There is a special group “_” being the default and always applied one.
{
"map_groups": {
"_": [
"level.1",
"group.user",
"group.default"
],
"sales": [
"group.sales"
],
"domain admins": [
"level.9",
"group.admin"
]
}
}It is recommended to use “map_groups” as you have much more control of what happens in the manner of security. However, if there is no “map_groups” then groups based on the names of the LDAP groups will get created.
map_groups_only”bool, default false
With this setting enabled only groups in the “map_groups” setting will be used.
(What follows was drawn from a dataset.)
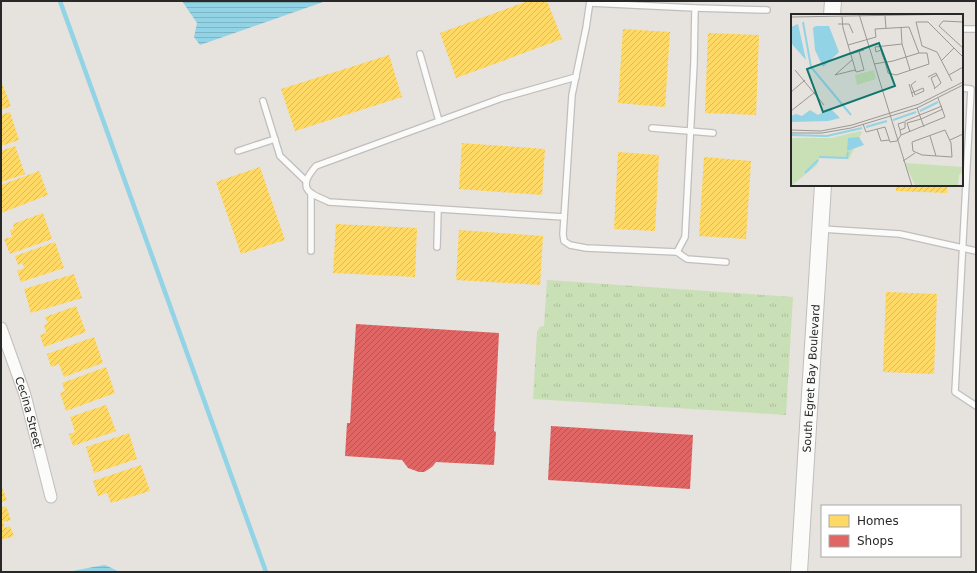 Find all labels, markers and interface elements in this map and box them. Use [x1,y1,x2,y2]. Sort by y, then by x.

If you do not have an appropriate user directory by hand or according to the use case (or security purposes) users must be stored (or are existing) in a different data source (for example a business software), then you should use this authentication method.
driver”string, enum (””, “mysql”), optional
Not yet implemented; always defaults to “mysql”. Use this setting to specify the database to connect to.
hostname”string, default config_item(“database_hostname”)
The hostname or IP address of the database server to use.
username”string, default config_item(“database_username”)
The username to connect to the database server.
password”string, default config_item(“database_password”)
The password to connect to the database server.
database”string, default config_item(“database_database”)
The database or scheme to use when connected to the database server. If the setting is not given, then the system database is used.
default_domain”string, optional
If a domain is needed for authentication then you would give the default domain here, if you do not want your users to enter the domain with their username.
default_domain_only”bool, default false
This set to true restricts authentication to only the given “default_domain”.
field_sid”string, optional
This setting gives the field to use for building a unique user id for an authenticated user.
While normally the username is the direct connection, settings this will additionally link the resulting id where the user then gets blocked if the id is not corresponding to the stored one.
field_username”string, default “username”
The field holding the username of an authenticated user and the primary connection.
field_password”string, default “password”
The field holding the hashed password of an authenticated user.
Appropriate SQL queries should return the hashing algorithm used in a special syntax before the according hash value.
| “{PLAIN-MD5}” | Given passwords are MD5 hashes. |
| “{PLAIN-SHA1}” | Given passwords are SHA1 hashes. |
field_displayname”string, optional
The full name of an authenticated user.
field_email”string, optional
The e-mail address of an authenticated user.
field_banned”string, optional
The field of the banned flag.
field_banned_value”string, optional
The field value which the field “field_banned” must have to set an user banned.
field_role”string, optional
The field gives a role out of the appropriate record which is then used as an additional group membership.
search_users”string, optional
A SQL query to find the needed users.
| “%u” | Replaced with username and domain |
| “%d” | Replaced with domain |
| “%n” | Replaced with username |
search_groups”string, optional
A SQL query to find the needed groups.
| “%u” | Replaced with username and domain |
| “%d” | Replaced with domain |
| “%n” | Replaced with username |
map_groups”map(string => string[]), optional
With this map you able to translate the groups out of the database into access levels and groups within your application for authorization.
There is a special group “_” being the default and always applied one.
{
"map_groups": {
"_": [
"level.1",
"group.user",
"group.default"
],
"sales": [
"group.sales"
],
"admins": [
"level.9",
"group.admin"
]
}
}It is recommended to use “map_groups” as you have much more control of what happens in the manner of security. However, if there is no “map_groups” then groups based on the names out of the database will get created.
map_groups_only”bool, default false
With this setting enabled only groups in the “map_groups” setting will be used.